Monday, December 02, 2013

Brought on Themselves

We had another little bear encounter last week. I don't mean the bears were small. They didn't seem fully grown, but couldn't be described as "little", either. What was little was the length of the encounter, in which I saw four of them (from inside the car, I would add) run across the street near our house, heading back into the enormous gully we have instead of a back yard.
That's pretty much it. No damages or threats of any kind. Still, how many Americans ever get the chance to see bears anywhere outside a zoo? I'm thinking - not many.

On Saturday evening, I was sure that it would be wonderful bragging in this space about the stupendous weekend enjoyed by my Iowa Hawkeyes. The football team had already beaten Nebraska at Lincoln (something not done by anybody too often), and the basketball team seemed on their way to their third victory in as many nights at the tournament they were playing in the Bahamas.
Alas, the big lead they had on the Villanova Wildcats petered out in the second half, and the game was finally lost in overtime. So we'll have to downgrade the weekend to merely "terrific". The football team finished the regular season at 8-4, which isn't eye-popping, but the four losses were to teams with a collective record of 44-4. Yikes!  

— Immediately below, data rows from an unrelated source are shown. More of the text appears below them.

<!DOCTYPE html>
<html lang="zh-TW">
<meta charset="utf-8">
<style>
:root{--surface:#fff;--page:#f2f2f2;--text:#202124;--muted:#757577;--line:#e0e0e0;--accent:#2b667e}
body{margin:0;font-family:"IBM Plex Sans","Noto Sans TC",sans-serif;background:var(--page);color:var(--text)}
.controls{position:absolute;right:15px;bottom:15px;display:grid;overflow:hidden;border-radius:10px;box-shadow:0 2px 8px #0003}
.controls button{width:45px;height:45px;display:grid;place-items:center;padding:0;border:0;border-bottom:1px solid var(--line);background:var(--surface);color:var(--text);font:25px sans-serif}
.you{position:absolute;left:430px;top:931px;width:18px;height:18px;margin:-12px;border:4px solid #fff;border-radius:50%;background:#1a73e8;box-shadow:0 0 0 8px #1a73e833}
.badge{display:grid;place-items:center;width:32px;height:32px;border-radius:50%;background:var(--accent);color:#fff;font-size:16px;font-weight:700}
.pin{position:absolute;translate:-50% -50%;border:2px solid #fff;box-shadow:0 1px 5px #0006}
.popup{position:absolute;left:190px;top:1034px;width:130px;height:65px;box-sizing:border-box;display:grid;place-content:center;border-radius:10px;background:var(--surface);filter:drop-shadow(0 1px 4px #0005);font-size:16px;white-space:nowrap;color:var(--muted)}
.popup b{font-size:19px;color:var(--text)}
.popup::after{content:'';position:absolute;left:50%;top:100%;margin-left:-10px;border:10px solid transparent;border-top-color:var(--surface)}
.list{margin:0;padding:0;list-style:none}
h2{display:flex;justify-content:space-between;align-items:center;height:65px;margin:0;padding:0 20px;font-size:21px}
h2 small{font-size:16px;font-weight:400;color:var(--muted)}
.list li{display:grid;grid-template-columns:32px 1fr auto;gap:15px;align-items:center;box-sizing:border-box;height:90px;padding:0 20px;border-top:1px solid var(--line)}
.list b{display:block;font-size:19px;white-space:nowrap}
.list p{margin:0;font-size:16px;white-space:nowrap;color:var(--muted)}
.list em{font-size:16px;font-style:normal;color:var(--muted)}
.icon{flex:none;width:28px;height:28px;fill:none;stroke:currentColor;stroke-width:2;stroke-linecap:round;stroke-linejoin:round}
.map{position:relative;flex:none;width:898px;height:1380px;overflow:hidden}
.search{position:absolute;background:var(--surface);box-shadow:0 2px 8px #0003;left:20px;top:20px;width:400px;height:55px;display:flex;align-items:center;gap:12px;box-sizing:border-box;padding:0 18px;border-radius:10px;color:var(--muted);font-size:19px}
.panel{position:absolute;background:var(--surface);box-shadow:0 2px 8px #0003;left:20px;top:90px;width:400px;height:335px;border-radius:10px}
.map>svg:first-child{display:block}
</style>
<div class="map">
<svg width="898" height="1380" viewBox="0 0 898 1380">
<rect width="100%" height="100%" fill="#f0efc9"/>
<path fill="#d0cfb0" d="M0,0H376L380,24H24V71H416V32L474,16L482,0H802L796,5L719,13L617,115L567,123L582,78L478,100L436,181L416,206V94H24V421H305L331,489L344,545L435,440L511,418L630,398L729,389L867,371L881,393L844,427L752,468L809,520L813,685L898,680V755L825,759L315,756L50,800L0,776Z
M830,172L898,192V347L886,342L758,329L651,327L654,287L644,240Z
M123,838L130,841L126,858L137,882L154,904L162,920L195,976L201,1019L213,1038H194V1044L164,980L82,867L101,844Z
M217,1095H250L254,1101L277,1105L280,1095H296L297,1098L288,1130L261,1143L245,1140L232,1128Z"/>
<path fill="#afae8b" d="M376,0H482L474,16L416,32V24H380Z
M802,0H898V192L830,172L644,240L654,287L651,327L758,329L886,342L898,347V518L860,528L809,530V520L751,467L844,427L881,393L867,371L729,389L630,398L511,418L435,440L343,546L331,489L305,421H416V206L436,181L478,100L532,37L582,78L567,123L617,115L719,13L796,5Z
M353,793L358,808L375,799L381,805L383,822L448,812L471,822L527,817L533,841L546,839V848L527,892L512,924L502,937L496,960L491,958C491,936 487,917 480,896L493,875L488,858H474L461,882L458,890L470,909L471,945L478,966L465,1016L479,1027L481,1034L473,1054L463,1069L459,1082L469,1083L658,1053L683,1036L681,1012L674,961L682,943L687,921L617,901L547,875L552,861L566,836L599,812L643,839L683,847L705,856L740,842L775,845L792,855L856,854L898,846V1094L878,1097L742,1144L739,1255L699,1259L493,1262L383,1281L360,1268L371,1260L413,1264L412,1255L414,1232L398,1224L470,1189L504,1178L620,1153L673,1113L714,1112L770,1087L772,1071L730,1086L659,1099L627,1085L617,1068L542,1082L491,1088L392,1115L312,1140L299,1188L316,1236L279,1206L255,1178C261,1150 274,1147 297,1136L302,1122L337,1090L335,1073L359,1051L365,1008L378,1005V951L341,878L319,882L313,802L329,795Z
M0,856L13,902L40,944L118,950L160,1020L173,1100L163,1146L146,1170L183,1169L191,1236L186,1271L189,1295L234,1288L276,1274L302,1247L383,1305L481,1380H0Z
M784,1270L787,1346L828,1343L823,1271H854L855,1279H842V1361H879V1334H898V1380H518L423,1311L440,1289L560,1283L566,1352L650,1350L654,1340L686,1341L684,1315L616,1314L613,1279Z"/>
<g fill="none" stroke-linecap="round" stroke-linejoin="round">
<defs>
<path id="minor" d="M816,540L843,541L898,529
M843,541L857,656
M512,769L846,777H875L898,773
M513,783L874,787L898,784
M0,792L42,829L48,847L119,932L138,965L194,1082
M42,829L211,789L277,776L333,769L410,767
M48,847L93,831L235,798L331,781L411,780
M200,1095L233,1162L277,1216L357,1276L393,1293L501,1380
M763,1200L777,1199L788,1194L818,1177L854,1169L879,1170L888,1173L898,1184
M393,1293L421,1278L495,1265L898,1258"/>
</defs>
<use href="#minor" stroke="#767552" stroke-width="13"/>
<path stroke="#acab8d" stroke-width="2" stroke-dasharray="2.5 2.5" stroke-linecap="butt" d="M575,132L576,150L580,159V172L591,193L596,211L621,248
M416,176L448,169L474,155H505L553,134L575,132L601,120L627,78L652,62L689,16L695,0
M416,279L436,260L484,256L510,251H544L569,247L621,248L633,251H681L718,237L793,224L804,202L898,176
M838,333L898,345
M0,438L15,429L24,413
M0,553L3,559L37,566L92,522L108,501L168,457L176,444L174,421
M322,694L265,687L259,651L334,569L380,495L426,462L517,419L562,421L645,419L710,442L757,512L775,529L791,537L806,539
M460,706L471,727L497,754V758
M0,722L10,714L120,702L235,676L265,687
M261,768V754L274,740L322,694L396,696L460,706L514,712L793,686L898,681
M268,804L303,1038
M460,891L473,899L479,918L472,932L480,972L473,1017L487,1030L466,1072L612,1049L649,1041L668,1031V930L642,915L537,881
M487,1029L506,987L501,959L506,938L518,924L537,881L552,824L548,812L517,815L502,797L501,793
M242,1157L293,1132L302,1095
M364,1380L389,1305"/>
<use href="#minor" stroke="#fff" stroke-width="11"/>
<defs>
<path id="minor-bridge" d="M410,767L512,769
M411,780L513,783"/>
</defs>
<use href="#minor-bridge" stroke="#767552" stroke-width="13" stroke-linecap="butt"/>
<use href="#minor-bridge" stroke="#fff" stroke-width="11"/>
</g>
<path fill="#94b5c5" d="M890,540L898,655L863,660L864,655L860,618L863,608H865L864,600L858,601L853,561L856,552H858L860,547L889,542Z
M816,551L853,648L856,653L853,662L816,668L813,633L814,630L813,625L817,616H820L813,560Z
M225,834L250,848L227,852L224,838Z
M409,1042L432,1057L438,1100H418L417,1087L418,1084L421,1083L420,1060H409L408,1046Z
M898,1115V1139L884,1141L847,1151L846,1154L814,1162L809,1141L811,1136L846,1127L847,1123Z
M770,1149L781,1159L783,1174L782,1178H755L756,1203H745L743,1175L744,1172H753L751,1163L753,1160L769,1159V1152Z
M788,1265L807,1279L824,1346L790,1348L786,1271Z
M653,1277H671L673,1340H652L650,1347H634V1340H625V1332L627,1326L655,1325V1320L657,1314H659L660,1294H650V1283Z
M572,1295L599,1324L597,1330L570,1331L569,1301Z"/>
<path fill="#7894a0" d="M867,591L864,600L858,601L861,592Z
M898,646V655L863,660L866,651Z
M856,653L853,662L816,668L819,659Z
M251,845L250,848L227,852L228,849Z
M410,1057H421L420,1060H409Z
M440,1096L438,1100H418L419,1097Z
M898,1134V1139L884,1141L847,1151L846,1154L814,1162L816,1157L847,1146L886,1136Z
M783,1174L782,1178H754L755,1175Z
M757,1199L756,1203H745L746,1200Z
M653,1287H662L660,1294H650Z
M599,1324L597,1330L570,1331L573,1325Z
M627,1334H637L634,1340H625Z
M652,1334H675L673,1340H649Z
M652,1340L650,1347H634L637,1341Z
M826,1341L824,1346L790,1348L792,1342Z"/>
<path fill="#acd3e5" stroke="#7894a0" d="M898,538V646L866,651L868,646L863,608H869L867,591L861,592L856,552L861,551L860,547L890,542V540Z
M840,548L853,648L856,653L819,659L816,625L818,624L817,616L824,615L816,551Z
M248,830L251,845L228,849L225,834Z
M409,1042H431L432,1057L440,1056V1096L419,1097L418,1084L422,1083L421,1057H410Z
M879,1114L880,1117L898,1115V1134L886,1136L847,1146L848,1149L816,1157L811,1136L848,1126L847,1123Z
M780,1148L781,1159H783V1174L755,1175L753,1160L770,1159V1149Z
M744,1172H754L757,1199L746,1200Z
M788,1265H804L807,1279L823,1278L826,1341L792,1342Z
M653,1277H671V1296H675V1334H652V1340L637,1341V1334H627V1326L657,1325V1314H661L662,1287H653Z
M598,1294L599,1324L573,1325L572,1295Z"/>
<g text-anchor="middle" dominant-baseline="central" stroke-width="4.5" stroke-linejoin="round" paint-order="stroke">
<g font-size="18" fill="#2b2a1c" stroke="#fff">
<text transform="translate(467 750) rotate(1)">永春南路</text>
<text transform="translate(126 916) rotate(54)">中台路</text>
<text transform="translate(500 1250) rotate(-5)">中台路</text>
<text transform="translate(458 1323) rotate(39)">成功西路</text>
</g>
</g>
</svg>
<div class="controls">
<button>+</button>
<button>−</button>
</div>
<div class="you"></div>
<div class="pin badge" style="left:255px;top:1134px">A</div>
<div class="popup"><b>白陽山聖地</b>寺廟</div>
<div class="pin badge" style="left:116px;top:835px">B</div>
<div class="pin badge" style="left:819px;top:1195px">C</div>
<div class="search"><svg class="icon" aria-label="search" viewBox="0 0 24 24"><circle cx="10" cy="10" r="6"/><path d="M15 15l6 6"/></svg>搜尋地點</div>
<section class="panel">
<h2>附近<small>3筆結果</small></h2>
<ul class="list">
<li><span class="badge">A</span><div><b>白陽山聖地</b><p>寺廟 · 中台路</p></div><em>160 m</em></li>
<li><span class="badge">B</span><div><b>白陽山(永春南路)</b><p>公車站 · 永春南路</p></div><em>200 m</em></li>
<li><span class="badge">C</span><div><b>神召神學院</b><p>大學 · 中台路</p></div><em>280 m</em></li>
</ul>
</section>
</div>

People you know are now whining about what happened in the U.S. Senate. How dare Harry Reid and his band of (majority) Democrats change the Senate rules on filibusters! It's a power grab! It's unconstitutional! It calls for vituperative revenge when Republicans regain control of the Senate, at which time there will be HELL to pay for this act of treachery! And that's how the GOP moderates (if there still is such a thing) express it.
Needless to say, I don't see it that way. Although the term "nuclear option" gets thrown around, this measure by Senate Democrats actually only changes the rules on filibusters for individual presidential appointments outside of Supreme Court and Cabinet appointments. This isn't a constitutional matter, because it falls under the Senate's authority to make and revise its own rules.
More important than the nuts and bolts of Senate operation is the reason behind the change. It boils down to this: Republicans started to use the filibuster, actual or threatened, in a way never before used in order to oppose all Obama appointees, even those they would normally have ratified without difficulty. How bad has it gotten? The filibuster's use to oppose Obama judicial appointments constitutes one half of ALL such uses in the nation's history, all in the less than five years.
So, what was Harry Reid to do? He had extracted a promise from Senate GOP leaders that the filibuster would be only used for good reason, but this promise was easily ignored, and was. The choice came down to: keep things the same with the understanding that real power, the power to block things from happening, would stay on the other side, OR re-tilt the playing field just to get judicial vacancies filled, which is part of the Senate's duties. Reid and the Democrats finally concluded that the downside risk on doing something was so low that a change was justified. The hubris of Senate Republicans caused this defeat when they underestimated the Democrats' willingness to finally act. Their only option now is nasty threats, something that we should be quite used to by now. They brought all this, absolutely, on themselves.